His talk is significant because San Patrignano is being championed in 
some quarters as an alternative to localized drug addiction therapy. 
They want the establishment of a large Riverview-like facility where 
addicts are sequestered away from the general populace and put to work.

This last January, Mayencourt visited San Patrignano and came away 
convinced that its brand of therapy would work here for our 
population of crystal meth addicts. San Patrignano, off in the 
Italian countryside, is considered the largest drug addiction 
therapeutic community in Europe, and Mayencourt, who said one 
university study found it had a 70-per-cent success rate, would like 
to see a similar institution established somewhere in the Fraser Valley.

That bucolic vision also happens to agree with that of urban 
prohibitionists who are angry at the prospect of drug addiction 
treatment centres and housing being built in city neighbourhoods, and 
who would prefer to see such facilities outside the city. 
(Mayencourt, by the way, said he did not subscribe solely to that 
view, and said such facilities, such as the 30-bed triage residence 
being built at Fraser and 41st, were needed.)

San Patrignano's approach is decidedly tough-love. At any one time, 
it can house on its grounds about 2,000 clients, and those grounds 
have boundaries that clients are expected to observe. Clients can 
sometimes be there three or four years in recovery.

It operates on donations and on the profit from the sale of goods the 
community produces. Clients of San Patrignano are put to work when 
they get there, the idea being that learning trades and crafts not 
only acts as therapy but provides addicts with employable skills when 
they reintegrate into society.

(It is also strictly for drug addicts. It does not accept alcoholics, 
the mentally ill or dual-diagnosed patients -- those with both a 
mental illness and an addiction.)

San Patrignano, however, did have its critics.

One was Dr. Giancarlo Arnao, who, before his death in 2000, was 
president of the International Anti-Prohibitionist League, and a 
physician with over 30 years involvement in drug policy research.

In an essay entitled Drug Policy and Ideology, Arnao wrote about San 
Patrignano's tough-love methods and of its charismatic founder, 
Vincenzo Muccioli.

"The enormous popularity of Muccioli," Arnao wrote, "was fully 
displayed in 1984, when he was tried for putting some addicts in chains."

He was acquitted. But there was more. In April, 1989, according to 
Arnao, the corpse of a San Patrignano client, Roberto Maranzano, was 
found in a garbage disposal bin near Naples, 600 kilometres from San 
Patrignano. His death was attributed to a drug deal.

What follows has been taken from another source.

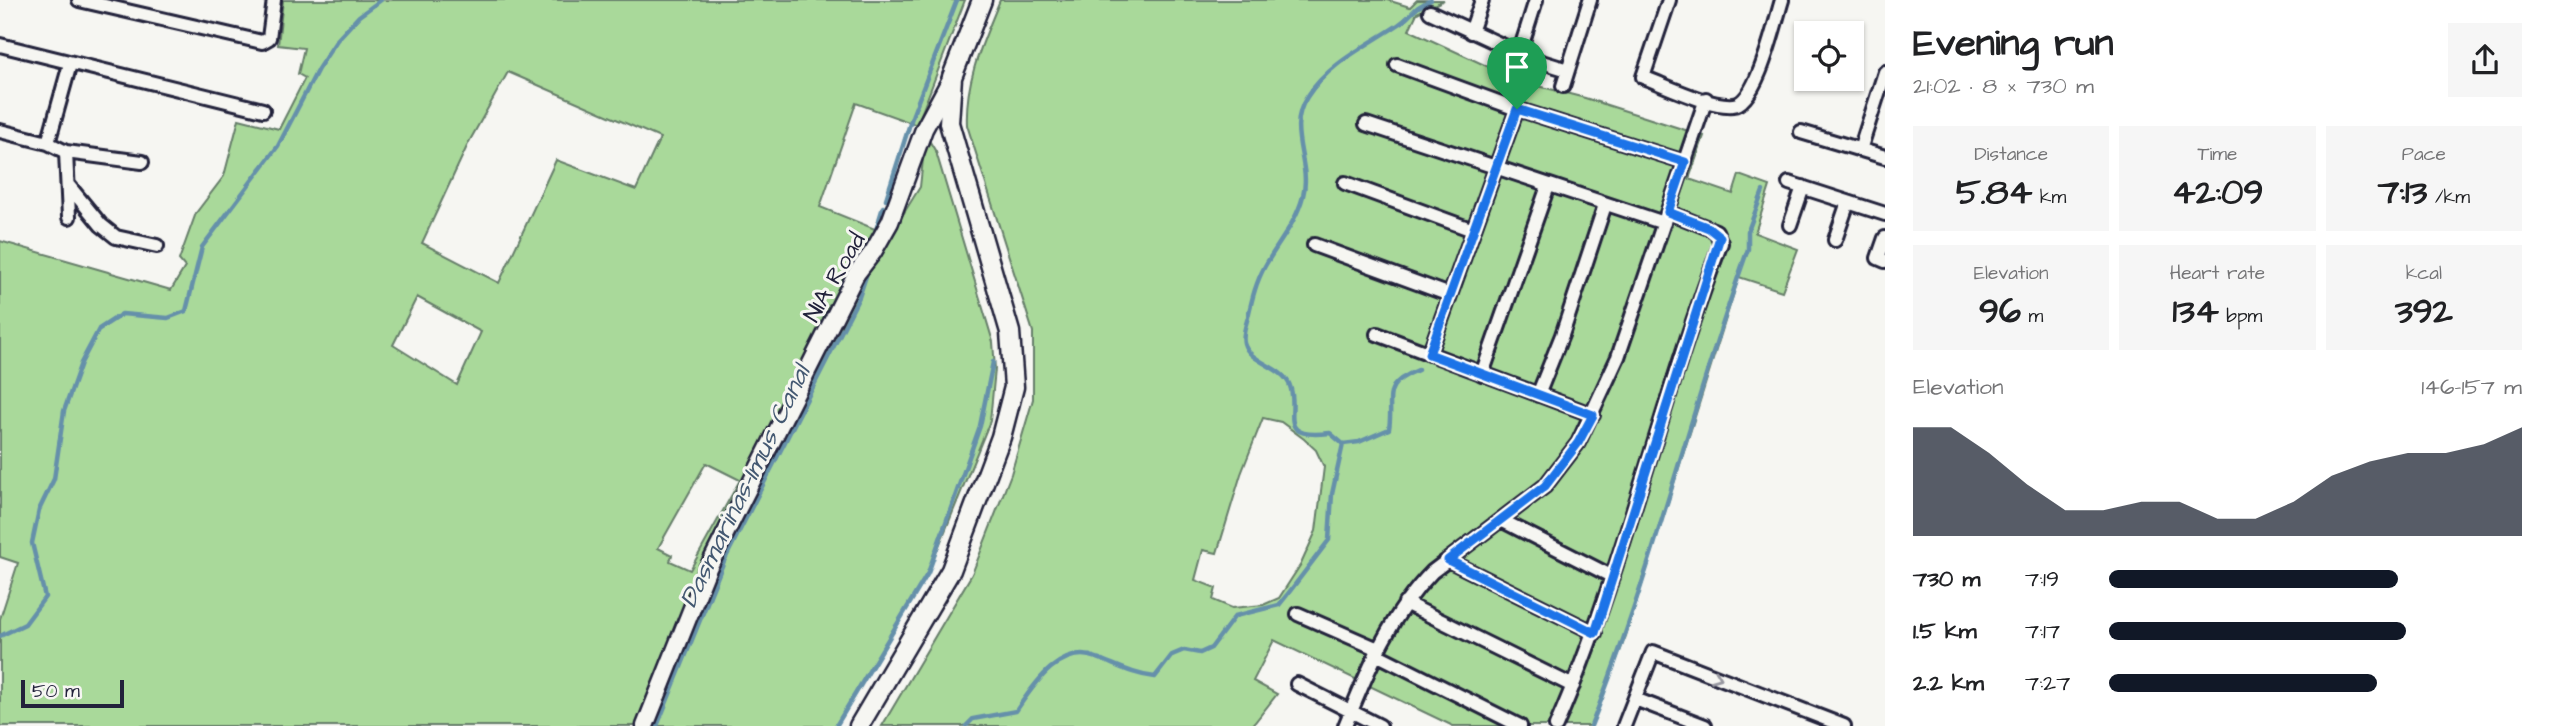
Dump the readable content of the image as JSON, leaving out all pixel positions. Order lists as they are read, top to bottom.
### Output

"But four years later," wrote Arnao, "some former inmates of the 
community confessed that Mr. Maranzano had been killed in a 
punishment section of the community by another inmate, a 'guard'; the 
victim had been tortured and beaten to death for two days, and his 
corpse was carried away in a community-owned car; moreover, the 
medical examiner stated that Mr. Maranzano had been injected with 
heroin while he was still alive. Mr. Muccioli initially pretended to 
ignore the fact, then he admitted that he knew about the crime, but 
he didn't inform the police because he didn't want to scare the 
inmates of the community."

In October, 1994, Arnao wrote, Muccioli was tried for the murder of 
Maranzano. He was acquitted. But:

"During the trial many San Patrignano inmates or former inmates 
testified that the Community was ruled with a high level of violence 
. . . In November, 1994, Muccioli was found not guilty of murder but 
guilty of complicity in hiding the corpse of Maranzano, and was given 
a light suspended sentence of eight months in jail."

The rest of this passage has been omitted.